§ **Records for this exercise**:

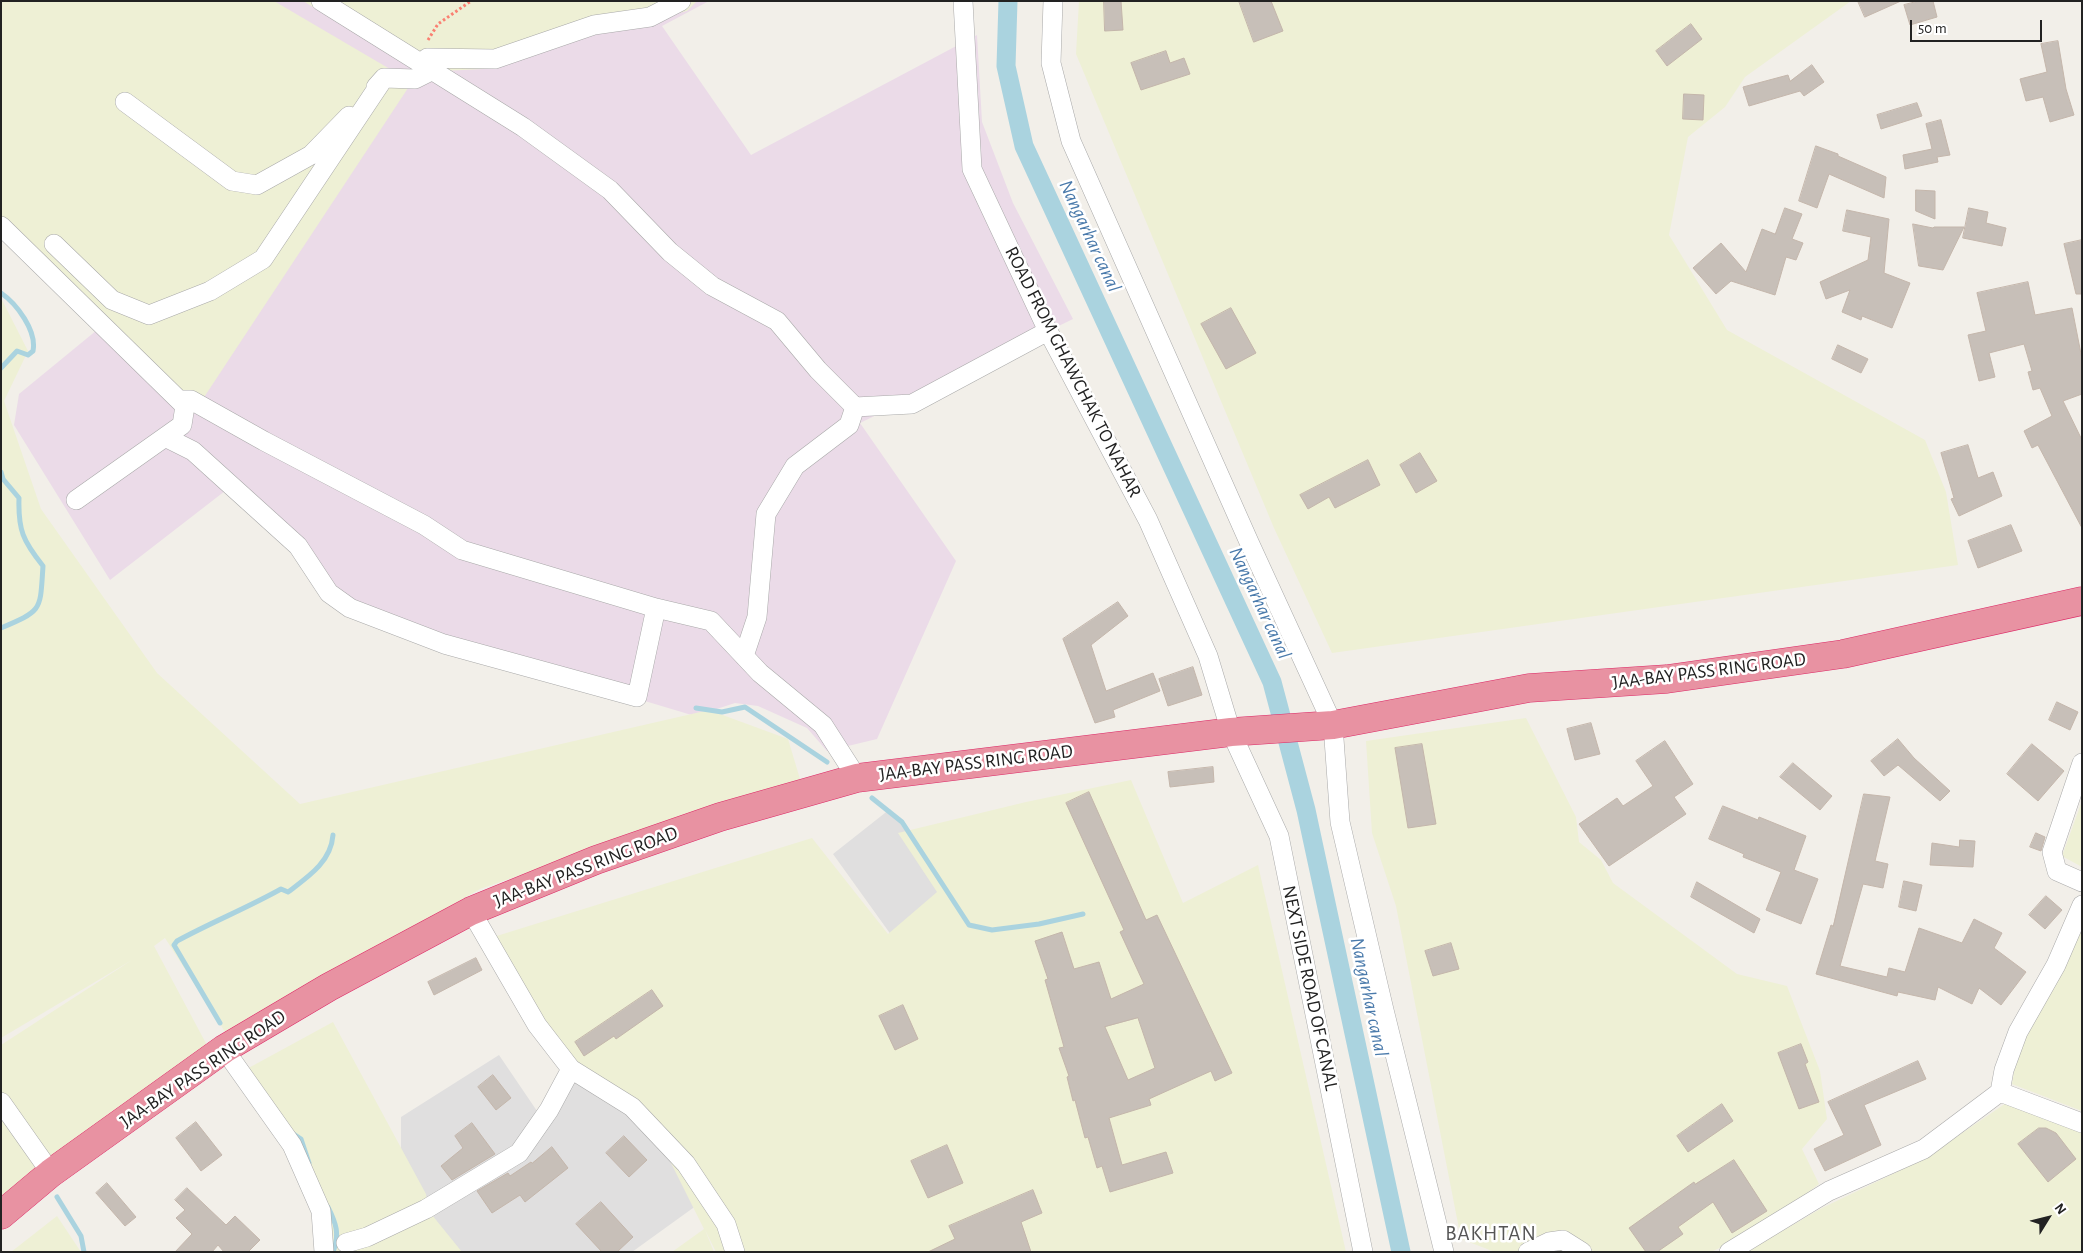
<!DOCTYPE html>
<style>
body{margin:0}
#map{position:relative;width:2083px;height:1253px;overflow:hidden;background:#f2efe9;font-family:"Alegreya Sans",sans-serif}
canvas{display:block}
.frame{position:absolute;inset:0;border:2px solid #222;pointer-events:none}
.north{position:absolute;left:2023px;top:1193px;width:50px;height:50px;-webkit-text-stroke:4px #fff;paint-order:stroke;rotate:54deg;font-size:14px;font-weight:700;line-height:20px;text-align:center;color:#222}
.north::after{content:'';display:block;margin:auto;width:18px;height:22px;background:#222;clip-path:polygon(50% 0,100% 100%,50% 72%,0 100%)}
.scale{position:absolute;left:1910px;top:20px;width:132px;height:22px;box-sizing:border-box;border:2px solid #222;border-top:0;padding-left:6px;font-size:15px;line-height:18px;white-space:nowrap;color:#222;-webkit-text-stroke:4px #fff;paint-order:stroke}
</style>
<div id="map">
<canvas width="2083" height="1253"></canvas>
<div class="frame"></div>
<div class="north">N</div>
<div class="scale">50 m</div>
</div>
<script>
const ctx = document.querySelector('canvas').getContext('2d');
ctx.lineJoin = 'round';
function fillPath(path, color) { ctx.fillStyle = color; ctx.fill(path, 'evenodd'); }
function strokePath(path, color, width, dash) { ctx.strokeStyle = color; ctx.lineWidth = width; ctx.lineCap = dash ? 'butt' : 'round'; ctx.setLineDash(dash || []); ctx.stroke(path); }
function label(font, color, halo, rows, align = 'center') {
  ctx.font = font + ' "Alegreya Sans",sans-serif'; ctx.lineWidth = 5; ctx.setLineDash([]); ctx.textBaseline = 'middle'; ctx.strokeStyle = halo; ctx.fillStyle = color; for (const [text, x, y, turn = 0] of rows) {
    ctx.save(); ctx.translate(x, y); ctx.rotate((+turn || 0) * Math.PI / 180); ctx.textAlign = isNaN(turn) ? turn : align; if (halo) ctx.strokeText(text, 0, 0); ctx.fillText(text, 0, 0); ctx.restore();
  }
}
const residential = new Path2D(`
 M890,809L957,904L922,978L833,854Z
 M618,1048L772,1151L632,1252H455L410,1191L401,1160V1117L499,1055L537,1111Z`);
const industrial = new Path2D(`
 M1,1H709L662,26L751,155L977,35L982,122L1013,203L1073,319L860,423L956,561L877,739L827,751L807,728L758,706L735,703L695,716L350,613L297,555L225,491L110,580L14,425L19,394L97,330Z`);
const farmland = new Path2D(`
 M1,1H274L412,82L191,417L1,231Z
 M303,1H697L687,11L601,32L483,69L421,72Z
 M1079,1H1851L1745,77L1725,107L1688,137L1669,235L1727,330L1925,440L1946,492L1958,565L1332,653L1274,528L1076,54Z
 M1,298L28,351L4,401L41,509L157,673L300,804L709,710L788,739L800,779L480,889L227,1035L165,938L154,946L209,1049L28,1174L1,1197V1045L132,960L1,1038Z
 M1526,718L1576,817L1579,842L1601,860L1613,883L1737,974L1787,986L1820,1071L1827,1119L1802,1149L1819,1184L1760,1229L1711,1252H1495L1461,1239L1396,906L1372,833L1366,741Z
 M1131,780L1183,903L1258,865L1346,1252H716L705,1230L714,1252H672L704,1229L653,1127L607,1103L556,1060L487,939L812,838L888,934L937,892L898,833L1026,802Z
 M2082,801V867L2062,856Z
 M2082,930V1111L2012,1084L2020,1036Z
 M333,1022L426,1194L428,1210L462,1252H330L286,1143L243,1071Z
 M2012,1099L2082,1131V1252H1746L1822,1208L1924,1159Z
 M57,1216L81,1252H11Z`);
const stream = new Path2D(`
 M1,293C17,304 37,331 33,351L28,355L17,351L1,368
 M1,472L3,479L19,498C18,530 23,541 43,566C40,611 43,610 1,628
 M696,708L722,712L745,707L827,762
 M872,798L902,822L969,925L992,930L1039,924L1083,914
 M220,1023L174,945L177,941C212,922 247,908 281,889L288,892C308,877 331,862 333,835
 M292,1133L301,1139L309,1163
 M57,1197L81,1236L84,1252
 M328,1207C336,1223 340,1234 333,1252`);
const canal = new Path2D(`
 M1008,1L1006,66L1024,146L1272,682L1306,810L1401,1252`);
const building = new Path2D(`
 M1104,1H1121L1123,30L1105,31Z
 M1239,1H1271L1283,31L1254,42Z
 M1858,1H1901L1865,17Z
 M1919,1H1933L1937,17L1910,25L1904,5Z
 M1691,24L1702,39L1667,66L1656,51Z
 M2058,41L2066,89L2074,115L2050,122L2043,97L2026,101L2020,79L2047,72L2041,44Z
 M1166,51L1170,63L1184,58L1190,74L1141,90L1131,63Z
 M1812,65L1824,82L1804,96L1800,91L1749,106L1743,87L1788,75L1790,81Z
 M1684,94L1704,95L1703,120L1683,119Z
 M1917,103L1922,116L1881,129L1877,115Z
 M1941,120L1950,155L1937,157L1938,162L1905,169L1903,155L1932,149L1926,124Z
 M1816,146L1838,154V156L1886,177L1884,198L1829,174L1817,208L1799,201Z
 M1916,190L1935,191V219L1916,211Z
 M1785,208L1802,214L1792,239L1803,243L1796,260L1786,257L1775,295L1731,281L1716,294L1693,268L1721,243L1746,272L1762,229L1775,234Z
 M1969,208L1988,212L1986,223L2006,228L2002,246L1963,238Z
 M1847,210L1889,219L1884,273L1910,283L1892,328L1862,316L1861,320L1842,312L1850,290L1826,299L1820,282L1868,260L1871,237L1843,231Z
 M1913,224L1933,228L1934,227H1964L1943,270L1919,266Z
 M2082,240V294H2076L2064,244Z
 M2028,282L2035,315L2072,308L2082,359V394L2063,401L2082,440V528L2038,445L2032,448L2024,431L2052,416L2040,388L2033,390L2028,372L2032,371L2024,344L1989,353L1995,377L1979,381L1968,335L1986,331L1977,293Z
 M1231,308L1256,353L1226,369L1201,324Z
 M1838,345L1868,359L1861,373L1832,359Z
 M1968,445L1978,478L1993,472L2002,496L1959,516L1951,499L1954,498L1941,453Z
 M1420,453L1437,481L1416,493L1400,465Z
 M1368,460L1380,485L1335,508L1329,497L1308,509L1300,495Z
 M2011,525L2022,551L1978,568L1968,541Z
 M1118,602L1128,616L1091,645L1106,691L1153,673L1160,691L1113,710L1115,717L1095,723L1063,639Z
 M1193,667L1202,695L1168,706L1159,679Z
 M2057,702L2078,712L2070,730L2049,720Z
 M1591,723L1600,754L1575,760L1567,729Z
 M1898,739L1914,758L1950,791L1940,801L1898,765L1884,776L1871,761Z
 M1665,741L1693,784L1674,797L1686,814L1609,866L1579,824L1617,798L1623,806L1653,786L1636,761Z
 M1422,744L1436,824L1408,828L1395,748Z
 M2032,744L2064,771L2038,801L2007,774Z
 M1793,763L1832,796L1820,810L1780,777Z
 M1213,767L1214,782L1170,787L1168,772Z
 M1089,792L1146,920L1157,915L1232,1073L1215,1081L1211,1071L1149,1099L1151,1105L1109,1118L1122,1165L1166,1152L1173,1173L1110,1192L1102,1166L1097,1168L1088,1137L1085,1138L1075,1100L1073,1101L1067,1077L1069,1076L1059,1048L1064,1047L1045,980L1048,979L1035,941L1062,932L1074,969L1099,962L1111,999L1144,984L1120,932L1124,930L1066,803ZM1138,1018L1155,1068L1128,1080L1105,1027Z
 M1864,794L1890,797L1875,861L1888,864L1883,888L1863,884L1840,966L1887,977L1889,968L1905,972L1919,928L1962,943L1974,919L2002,933L1994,948L2026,972L2001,1005L1979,988L1972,1004L1938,987L1935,1000L1898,992L1897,996L1816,974L1831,925L1833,926Z
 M1723,806L1758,820L1759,817L1806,836L1794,870L1818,879L1801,924L1766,910L1781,872L1743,857L1744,854L1709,839Z
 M2036,833L2045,837L2041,851L2030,847Z
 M1960,840L1975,841L1973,867L1930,865L1932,843L1959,847Z
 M1904,881L1922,885L1916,911L1899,907Z
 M1697,882L1760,919L1754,933L1691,897Z
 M2046,896L2062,910L2045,929L2029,915Z
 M1451,943L1459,969L1433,976L1425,951Z
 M476,958L482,970L434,995L428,982Z
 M652,990L663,1006L616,1039L614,1036L584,1056L575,1042Z
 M903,1005L918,1039L895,1050L879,1016Z
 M1801,1044L1808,1062L1805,1064L1819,1102L1799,1109L1778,1053Z
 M1918,1061L1926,1079L1864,1105L1881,1145L1825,1171L1814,1149L1844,1135L1828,1102Z
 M493,1075L511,1098L496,1110L478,1087Z
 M1722,1104L1733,1121L1688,1152L1677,1136Z
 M196,1122L222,1155L201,1171L176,1138Z
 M472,1123L495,1154L452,1180L441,1166L463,1148L455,1136Z
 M2039,1128H2046L2056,1133L2076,1159L2048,1182L2018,1144Z
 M624,1136L647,1160L629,1177L606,1153Z
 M947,1145L963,1183L928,1198L911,1161Z
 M552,1147L568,1168L525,1202L520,1195L492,1213L477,1191L508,1173L510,1176L531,1162L532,1163Z
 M1734,1160L1767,1211L1732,1233L1713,1202L1678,1227L1683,1234L1657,1252H1646L1629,1228L1694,1182L1695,1184Z
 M107,1183L136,1217L125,1226L96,1193Z
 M187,1188L226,1225L235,1216L260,1240L248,1252H224L218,1245L212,1252H175L192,1234L176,1218L185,1210L175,1200Z
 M1033,1190L1042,1213L1021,1222L1031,1252H928L955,1239L949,1226Z
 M601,1202L633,1237L617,1252H602L576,1224Z`);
const path = new Path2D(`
 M428,40L438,24L471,1`);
const minor = new Path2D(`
 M321,1L523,127L610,190L670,252L712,286L777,321L818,370L855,407L912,404L1048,331
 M963,1L972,169L1048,331L1148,520L1208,656L1231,732L1279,836L1363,1252
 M1053,1L1051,63L1071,141L1249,542L1333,725L1340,822L1384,1010L1444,1252
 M427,58L495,59L594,25L650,17L681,1
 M376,87L384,78L415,79L431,71
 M125,102L232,181L257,185L311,155L349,116
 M1,226L185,406L182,425L76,500
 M54,244L112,300L149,315L210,291L263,259L384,78
 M181,400H191L264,441L424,525L462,550L656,608
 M165,437L193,451L298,546L329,593L350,608L444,644L637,697L656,608L711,621L760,673L823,725L857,778
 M744,656L757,617L766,514L795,466L849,425L855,407
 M2082,763L2052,852L2057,871L2082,882
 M471,911L537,1025L571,1069L632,1107L686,1164L726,1224L735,1252
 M224,1049L292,1145L321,1211L324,1252
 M2000,1092L2082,1123
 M1,1102L51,1173
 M346,1243L367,1237L426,1209L519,1153L549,1110L571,1069
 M1528,1252L1549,1242L1563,1240L1582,1252
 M1729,1252L1829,1191L1924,1149L2000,1092L2004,1070L2018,1032L2056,965L2082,905`);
const highway = new Path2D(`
 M1,1215L51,1173L224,1049L329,987L471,911L596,860L720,817L857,778L1231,732L1333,725L1529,688L1667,679L1843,654L2082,601`);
const streetNames = [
 ["ROAD FROM GHAWCHAK TO NAHAR",1073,372,63],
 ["JAA-BAY PASS RING ROAD",1709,671,-7],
 ["JAA-BAY PASS RING ROAD",976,763,-7],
 ["JAA-BAY PASS RING ROAD",586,867,-21],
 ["NEXT SIDE ROAD OF CANAL",1310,988,78],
 ["JAA-BAY PASS RING ROAD",203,1069,-34]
];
const waterNames = [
 ["Nangarhar canal",1090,236,65],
 ["Nangarhar canal",1260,603,65],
 ["Nangarhar canal",1369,997,78]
];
const quarterNames = [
 ["BAKHTAN",1491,1234]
];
fillPath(residential, '#e0dfdf');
fillPath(industrial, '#ebdbe8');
fillPath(farmland, '#eef0d5');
strokePath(stream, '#aad3df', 5);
strokePath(canal, '#aad3df', 19);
fillPath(building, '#c7bfb8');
strokePath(building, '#c4b6ab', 1);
strokePath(minor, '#a9a9a9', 20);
strokePath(highway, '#dc2a67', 29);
strokePath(path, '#fa8072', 3, [2.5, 2.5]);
strokePath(minor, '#fff', 19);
strokePath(highway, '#e892a2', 28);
label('19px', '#222', '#fff', streetNames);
label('italic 20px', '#4a7aab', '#fff', waterNames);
ctx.letterSpacing = '1px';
label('21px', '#555', '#fff', quarterNames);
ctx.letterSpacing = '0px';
</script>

§ **Work task**: Please copy out each line of the material that holds the string "halo".

§ **Written answer**:
function label(font, color, halo, rows, align = 'center') {
  ctx.font = font + ' "Alegreya Sans",sans-serif'; ctx.lineWidth = 5; ctx.setLineDash([]); ctx.textBaseline = 'middle'; ctx.strokeStyle = halo; ctx.fillStyle = color; for (const [text, x, y, turn = 0] of rows) {
    ctx.save(); ctx.translate(x, y); ctx.rotate((+turn || 0) * Math.PI / 180); ctx.textAlign = isNaN(turn) ? turn : align; if (halo) ctx.strokeText(text, 0, 0); ctx.fillText(text, 0, 0); ctx.restore();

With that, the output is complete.